High absolute coronary disease risk among Turks: involvement of risk factors additional to conventional ones.Cardiology. 2010; 115(4):297-306.C
To confirm previous findings on excess absolute coronary heart disease (CHD) risk among Turks.
The observed incident CHD risk of a representative population sample was compared with that anticipated by Framingham risk scores (FRS). At 7.4 years of follow-up of 3,027 participants free of CHD at baseline, risk estimation was contrasted in the 398 cases of newly developed fatal and nonfatal CHD.

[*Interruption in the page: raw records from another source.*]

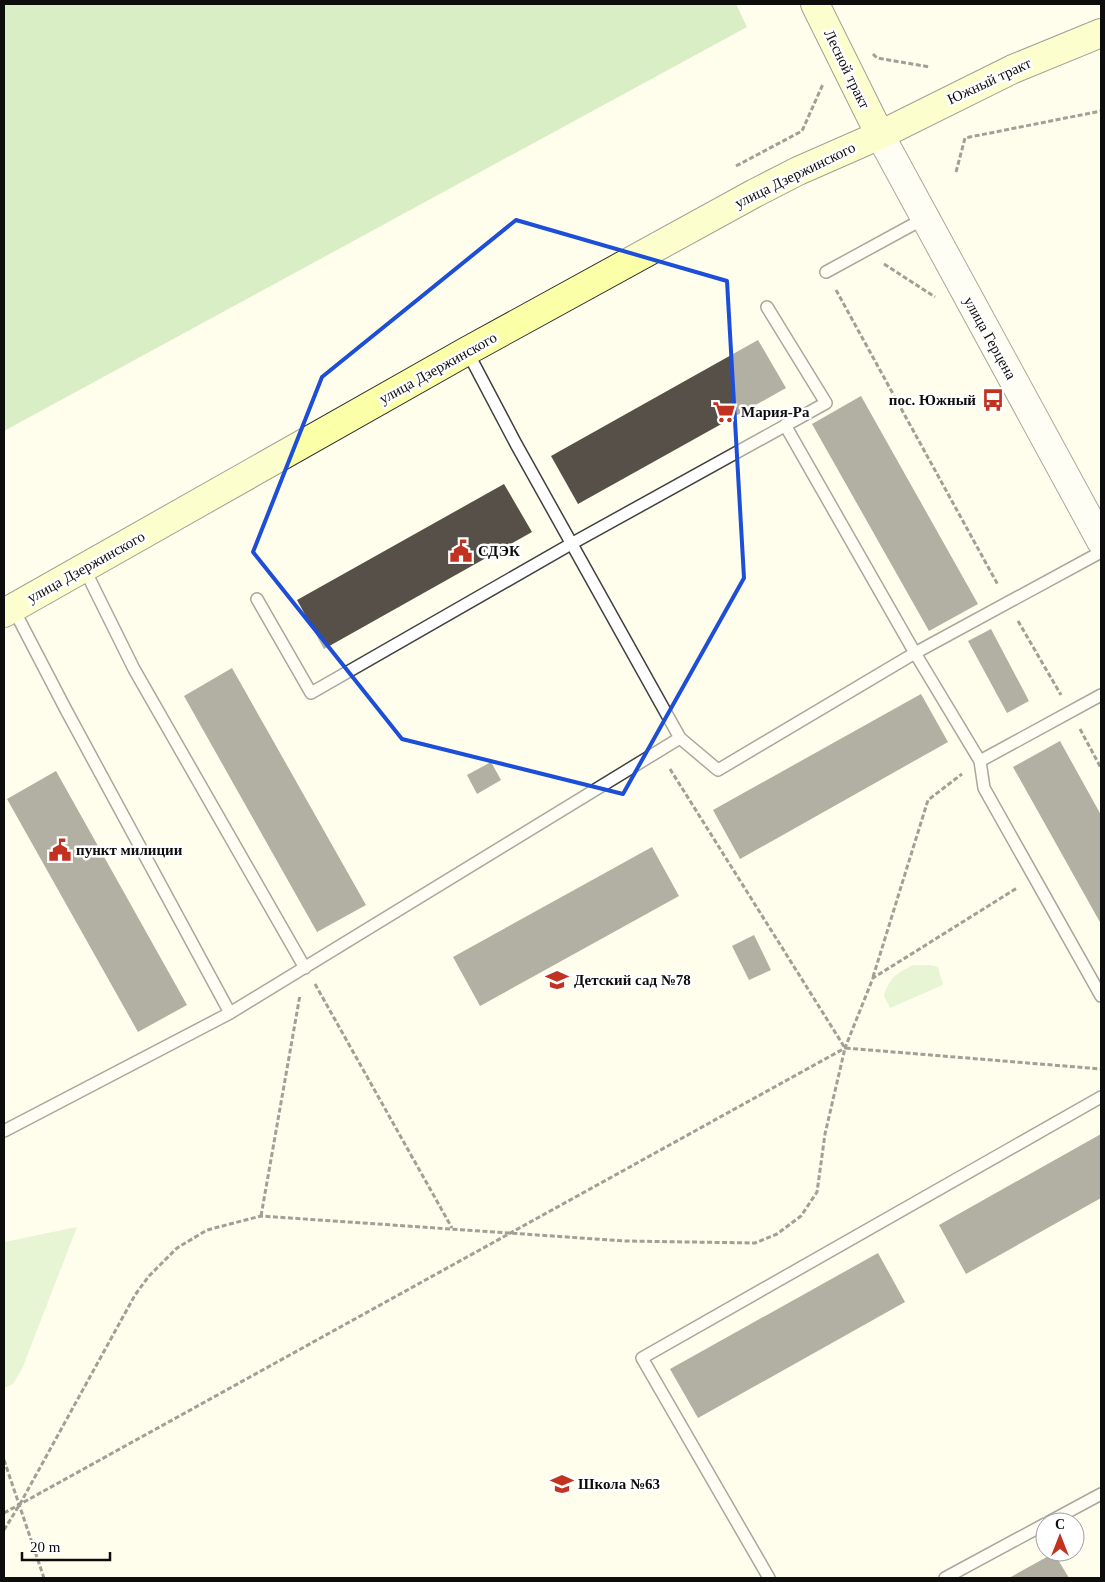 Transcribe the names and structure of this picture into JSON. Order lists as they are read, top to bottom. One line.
{"streets":{"main road":["Лесной тракт","Южный тракт","улица Дзержинского"],"street":["улица Герцена"]},"crossings":[["Лесной тракт","Южный тракт"],["Лесной тракт","улица Дзержинского"],["Лесной тракт","улица Герцена"],["Южный тракт","улица Дзержинского"],["Южный тракт","улица Герцена"],["улица Дзержинского","улица Герцена"]],"places":{"bus stop":["пос. Южный"],"supermarket":["Мария-Ра"],"public building":["СДЭК","пункт милиции"],"school or university":["Детский сад №78","Школа №63"]},"scale_bar":"20 m","north":"top"} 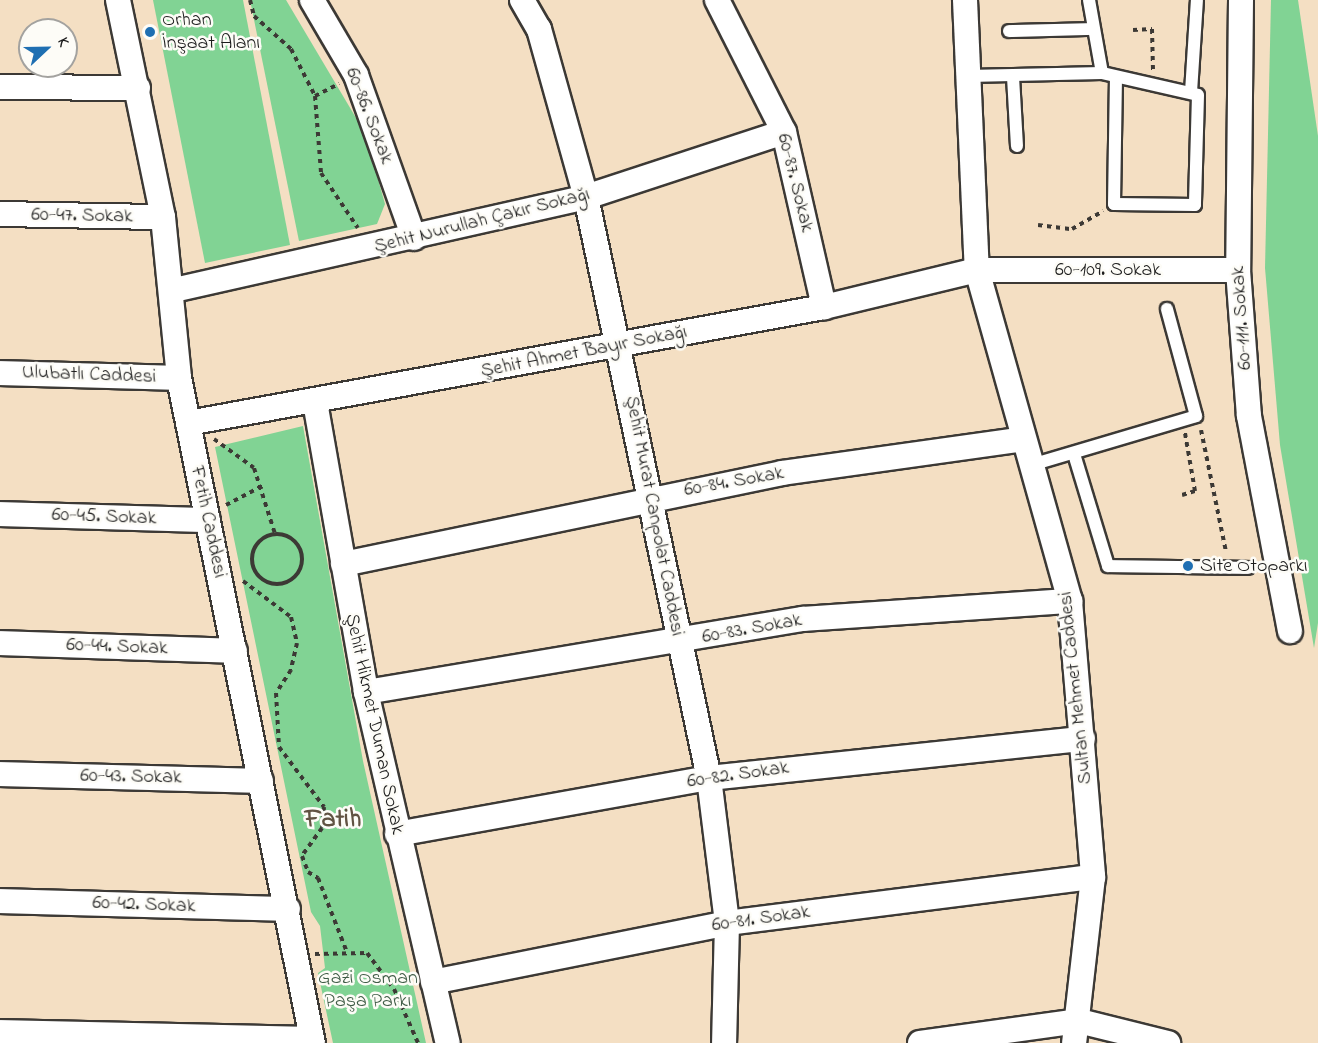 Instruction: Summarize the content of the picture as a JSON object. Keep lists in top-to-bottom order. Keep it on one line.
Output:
{"streets":{"street":["60-86. Sokak","60-87. Sokak","60-47. Sokak","Şehit Nurullah Çakır Sokağı","60-109. Sokak","60-111. Sokak","Şehit Ahmet Bayır Sokağı","Ulubatlı Caddesi","60-84. Sokak","Şehit Murat Canpolat Caddesi","60-45. Sokak","Fetih Caddesi","60-83. Sokak","60-44. Sokak","Sultan Mehmet Caddesi","Şehit Hikmet Duman Sokak","60-82. Sokak","60-43. Sokak","60-42. Sokak","60-81. Sokak"]},"crossings":[["60-86. Sokak","Şehit Nurullah Çakır Sokağı"],["60-87. Sokak","Şehit Nurullah Çakır Sokağı"],["60-87. Sokak","Şehit Ahmet Bayır Sokağı"],["60-47. Sokak","Fetih Caddesi"],["Şehit Nurullah Çakır Sokağı","Şehit Murat Canpolat Caddesi"],["Şehit Nurullah Çakır Sokağı","Fetih Caddesi"],["60-109. Sokak","60-111. Sokak"],["60-109. Sokak","Şehit Ahmet Bayır Sokağı"],["60-109. Sokak","Sultan Mehmet Caddesi"],["Şehit Ahmet Bayır Sokağı","Şehit Murat Canpolat Caddesi"],["Şehit Ahmet Bayır Sokağı","Fetih Caddesi"],["Şehit Ahmet Bayır Sokağı","Sultan Mehmet Caddesi"],["Şehit Ahmet Bayır Sokağı","Şehit Hikmet Duman Sokak"],["Ulubatlı Caddesi","Fetih Caddesi"],["60-84. Sokak","Şehit Murat Canpolat Caddesi"],["60-84. Sokak","Sultan Mehmet Caddesi"],["60-84. Sokak","Şehit Hikmet Duman Sokak"],["Şehit Murat Canpolat Caddesi","60-83. Sokak"],["Şehit Murat Canpolat Caddesi","60-82. Sokak"],["Şehit Murat Canpolat Caddesi","60-81. Sokak"],["60-45. Sokak","Fetih Caddesi"],["Fetih Caddesi","60-44. Sokak"],["Fetih Caddesi","60-43. Sokak"],["Fetih Caddesi","60-42. Sokak"],["60-83. Sokak","Sultan Mehmet Caddesi"],["60-83. Sokak","Şehit Hikmet Duman Sokak"],["Sultan Mehmet Caddesi","60-82. Sokak"],["Sultan Mehmet Caddesi","60-81. Sokak"],["Şehit Hikmet Duman Sokak","60-82. Sokak"],["Şehit Hikmet Duman Sokak","60-81. Sokak"]],"districts":["Fatih"],"parks":["Gazi Osman Paşa Parkı"],"places":["Orhan İnşaat Alanı","Site Otoparkı"],"north":"right"} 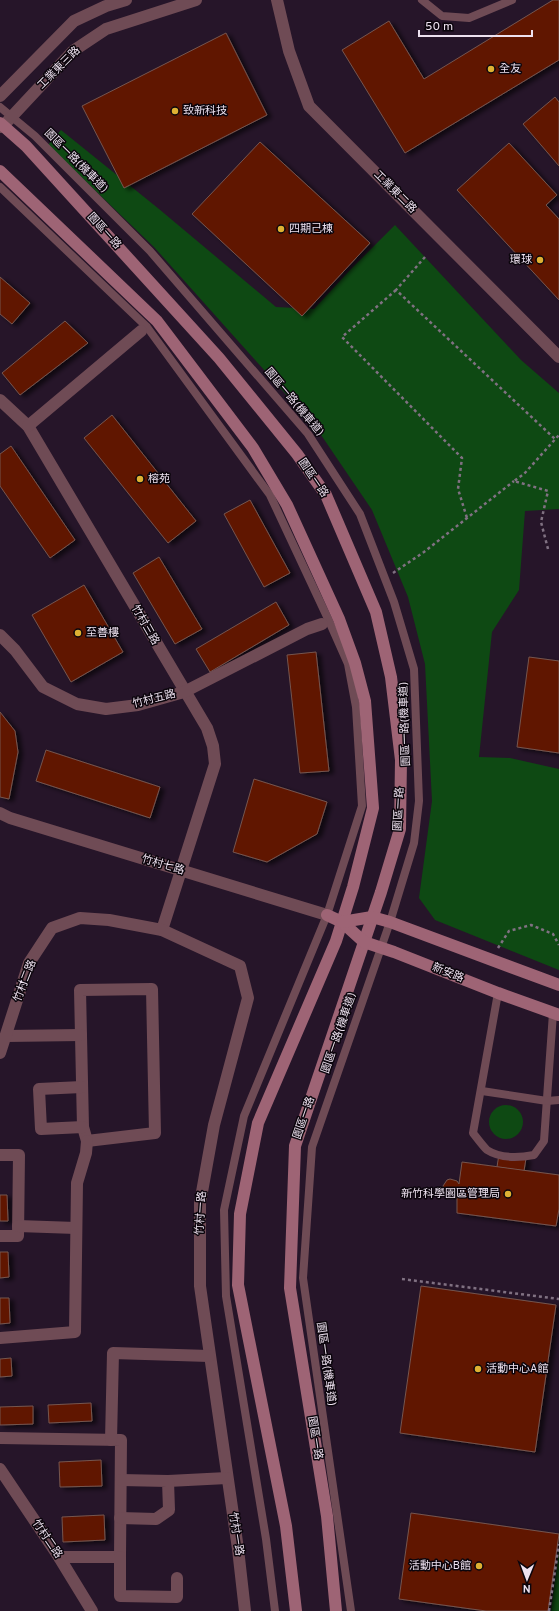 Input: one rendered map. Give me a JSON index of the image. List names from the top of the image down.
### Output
{
  "streets": {
    "street": [
      "工業東三路",
      "工業東二路",
      "園區一路",
      "竹村三路",
      "竹村五路",
      "竹村七路",
      "新安路",
      "竹村二路",
      "竹村一路"
    ],
    "lane": ["園區一路(機車道)"]
  },
  "crossings": [
    ["工業東三路", "園區一路(機車道)"],
    ["工業東三路", "園區一路"],
    ["園區一路(機車道)", "新安路"],
    ["園區一路", "新安路"],
    ["竹村三路", "竹村五路"],
    ["竹村三路", "竹村七路"],
    ["竹村七路", "新安路"],
    ["竹村二路", "竹村一路"]
  ],
  "places": [
    "全友",
    "致新科技",
    "四期己棟",
    "環球",
    "榕苑",
    "至善樓",
    "新竹科學園區管理局",
    "活動中心A館",
    "活動中心B館"
  ],
  "scale_bar": "50 m",
  "north": "bottom"
} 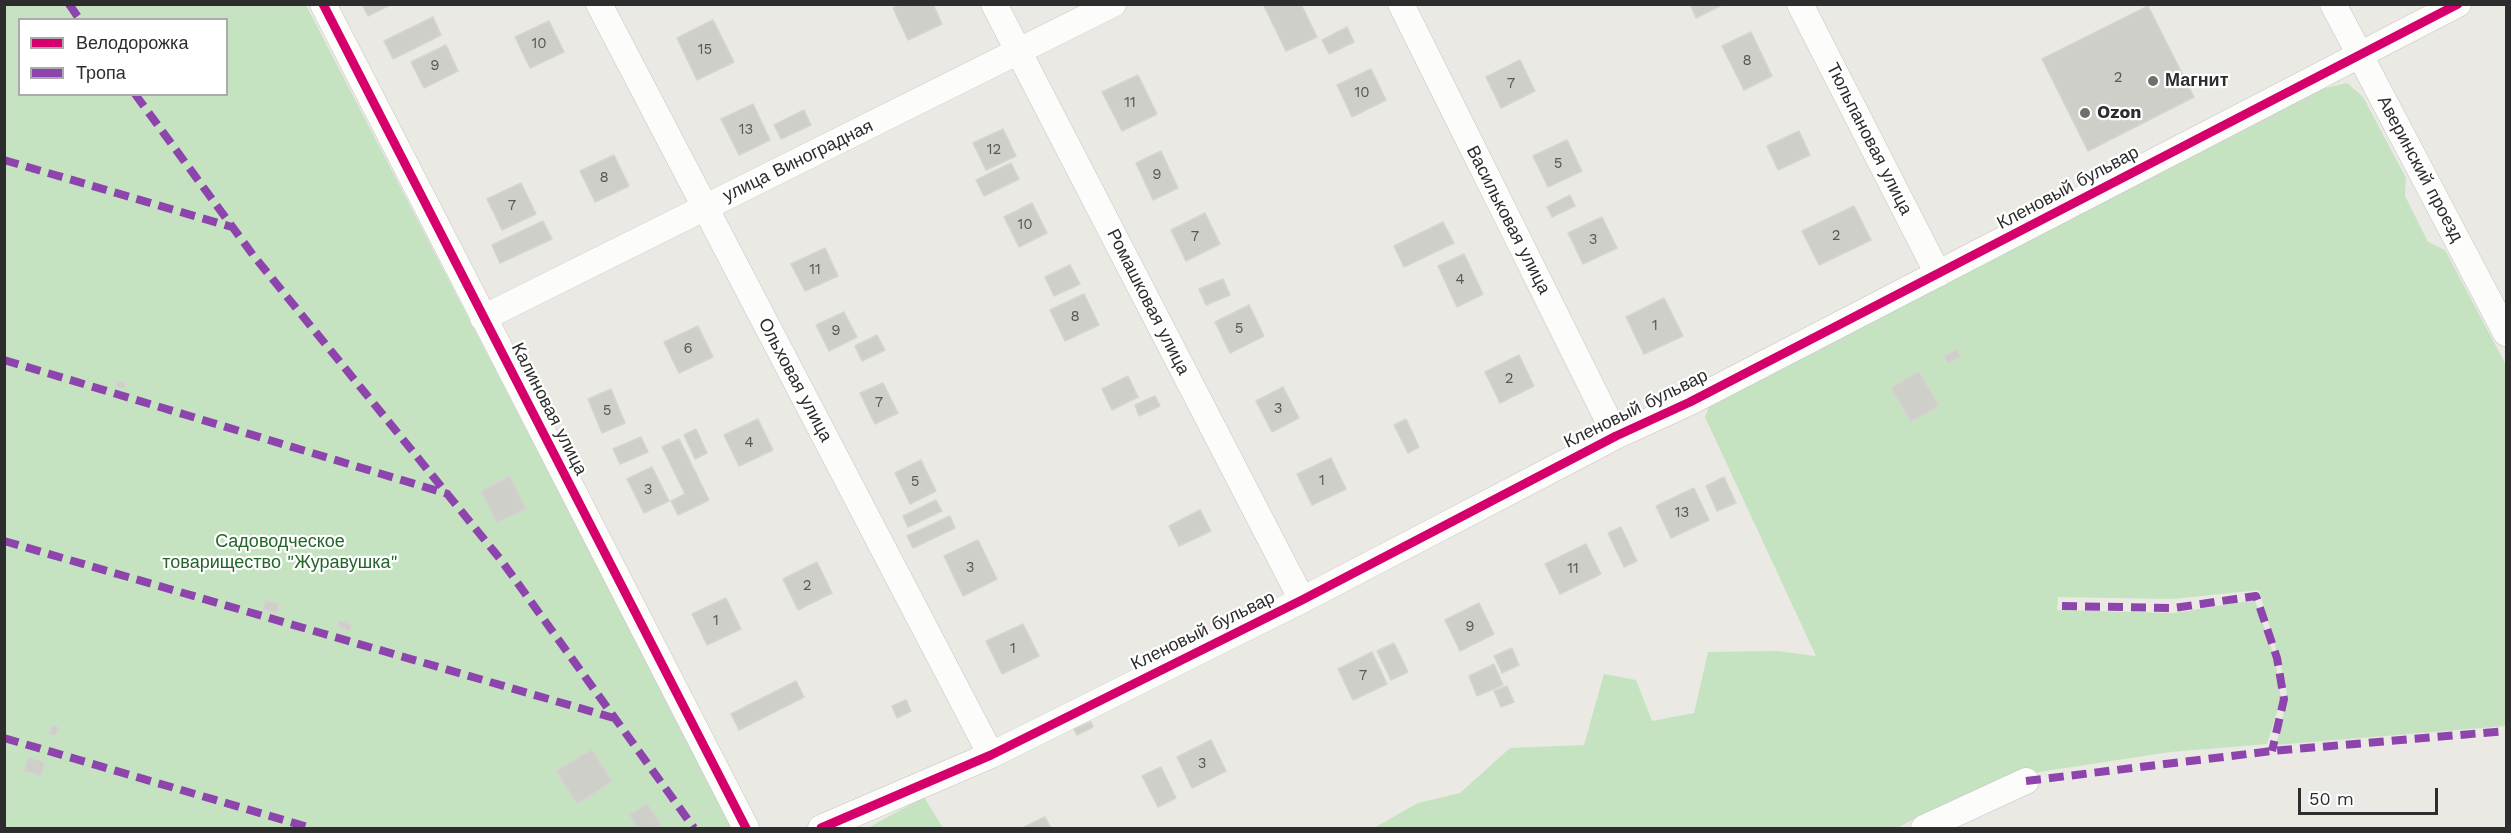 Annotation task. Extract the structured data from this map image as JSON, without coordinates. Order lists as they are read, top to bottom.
{
  "streets": {
    "street": [
      "Тюльпановая улица",
      "улица Виноградная",
      "Аверинский проезд",
      "Кленовый бульвар",
      "Васильковая улица",
      "Ромашковая улица",
      "Ольховая улица",
      "Калиновая улица"
    ]
  },
  "crossings": [
    ["Тюльпановая улица", "Кленовый бульвар"],
    ["улица Виноградная", "Ромашковая улица"],
    ["улица Виноградная", "Ольховая улица"],
    ["улица Виноградная", "Калиновая улица"],
    ["Аверинский проезд", "Кленовый бульвар"],
    ["Кленовый бульвар", "Васильковая улица"],
    ["Кленовый бульвар", "Ромашковая улица"],
    ["Кленовый бульвар", "Ольховая улица"]
  ],
  "parks": ["Садоводческое товарищество \"Журавушка\""],
  "places": ["Магнит", "Ozon"],
  "house_numbers": [
    "10",
    "15",
    "8",
    "9",
    "2",
    "7",
    "10",
    "11",
    "13",
    "12",
    "5",
    "9",
    "8",
    "7",
    "10",
    "2",
    "7",
    "3",
    "11",
    "4",
    "8",
    "1",
    "5",
    "9",
    "6",
    "2",
    "7",
    "3",
    "5",
    "4",
    "1",
    "5",
    "3",
    "13",
    "3",
    "11",
    "2",
    "1",
    "9",
    "1",
    "7",
    "3"
  ],
  "legend": ["Велодорожка", "Тропа"],
  "scale_bar": "50 m"
}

CHD developed at a rate 2.2 times higher than the anticipated risk. In sex-specific quintiles of FRS, the 10-year incidence of CHD events in males in the 2 highest quintiles was 2 times the anticipated levels. In women, the 3 highest quintiles displayed an incidence 2.7 times the anticipated risk. Such individuals typically had abdominal obesity and evidence of dysfunctional apolipoprotein (apo) A-I. Men had high levels of non-high-density lipoprotein (HDL) cholesterol, total apoC-III, apoB and triglycerides. In Cox proportional hazard regression analyses, the 10-year probability of remaining free of CHD was low (81.1% in men, 84.2% in women). Women exhibited C-reactive protein as an independent predictor of CHD, lack of protection by HDL cholesterol and no conferred risk from current smoking. The observed excess CHD risk was primarily attributed to central obesity and related dysfunction of HDL, apoC-III and apoA-I.
Dysfunction of protective serum proteins associated with metabolic syndrome impacts on CHD events, in addition to conventional risk factors.